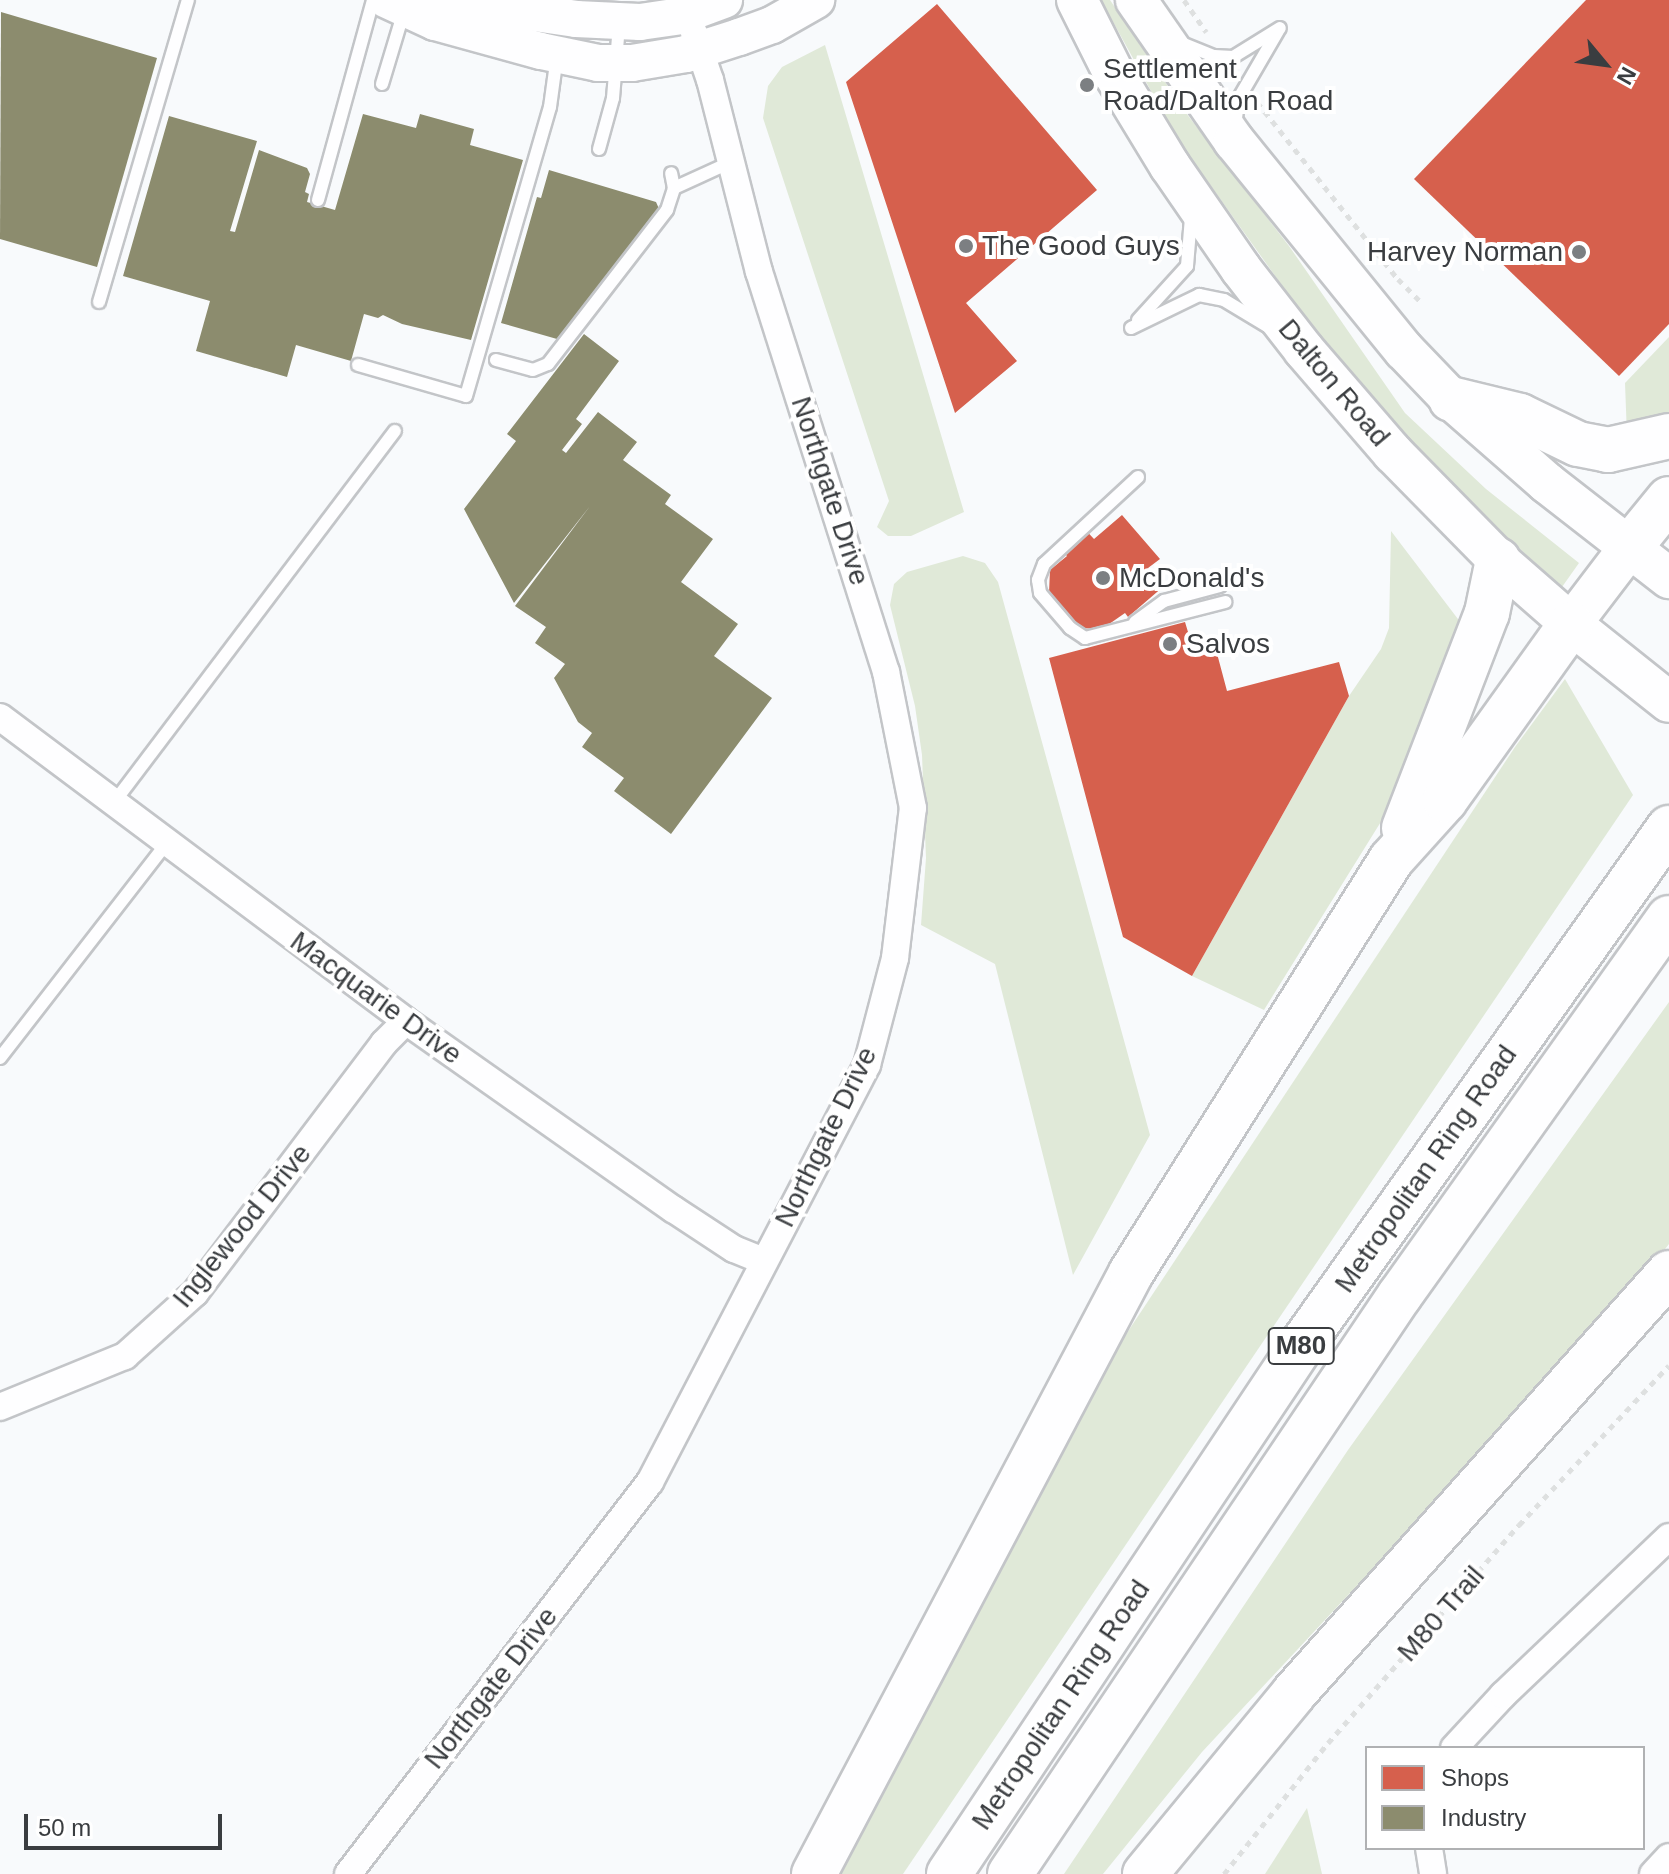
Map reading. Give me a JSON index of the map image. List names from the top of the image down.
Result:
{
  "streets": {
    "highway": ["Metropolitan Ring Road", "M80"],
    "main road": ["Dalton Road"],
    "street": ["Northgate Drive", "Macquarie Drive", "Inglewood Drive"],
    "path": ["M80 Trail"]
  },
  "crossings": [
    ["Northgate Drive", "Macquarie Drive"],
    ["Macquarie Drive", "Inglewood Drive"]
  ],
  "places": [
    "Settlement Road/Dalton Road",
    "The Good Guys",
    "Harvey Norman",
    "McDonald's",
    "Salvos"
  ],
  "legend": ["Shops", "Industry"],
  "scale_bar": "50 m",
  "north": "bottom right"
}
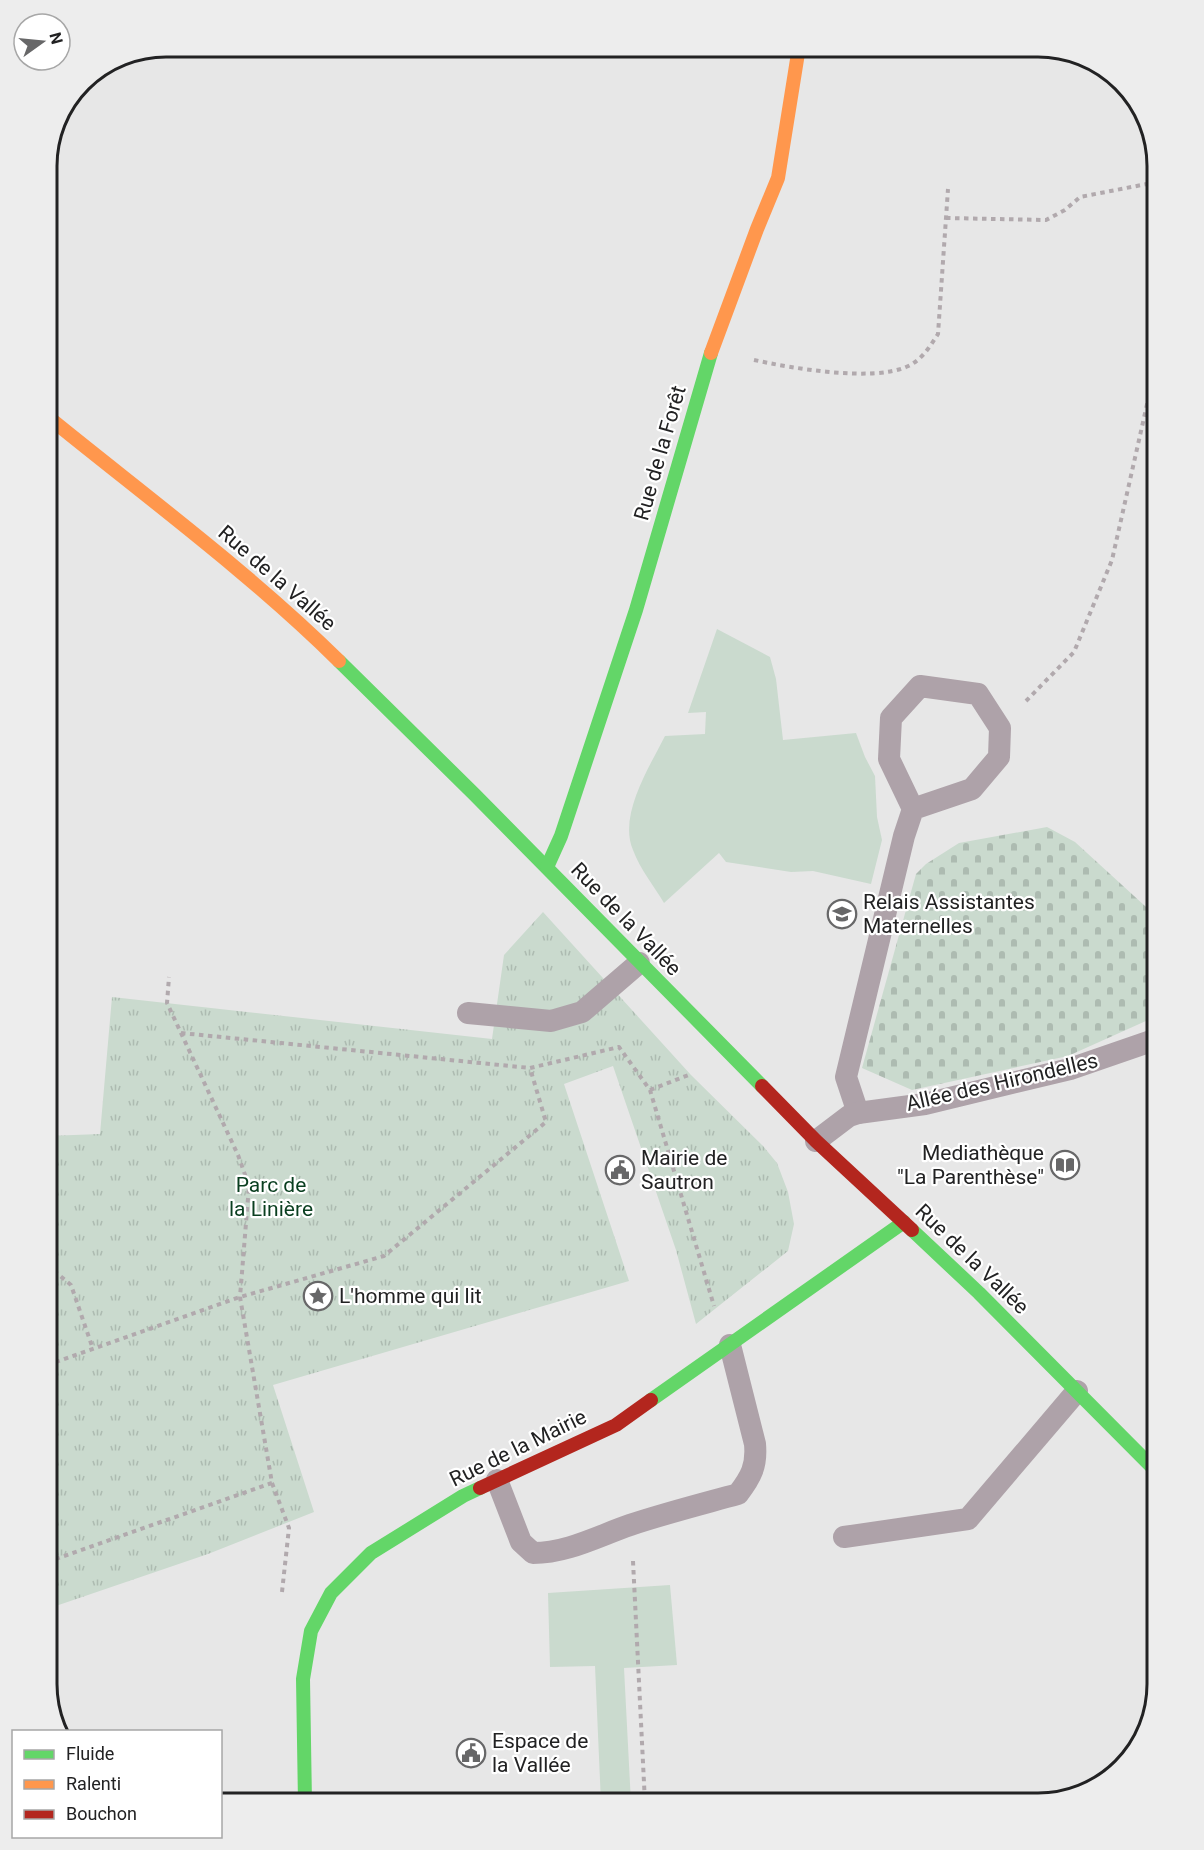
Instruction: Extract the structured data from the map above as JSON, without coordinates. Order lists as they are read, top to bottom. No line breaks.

________________________

:: Your goal ::
Select and copy every line of the material that holds the string "from".

:: Output for this exercise ::
Map reading. Give me a JSON index of the map image. List names from the top of the image down.
Instruction: Extract the structured data from the map above as JSON, without coordinates. Order lists as they are read, top to bottom. No line breaks.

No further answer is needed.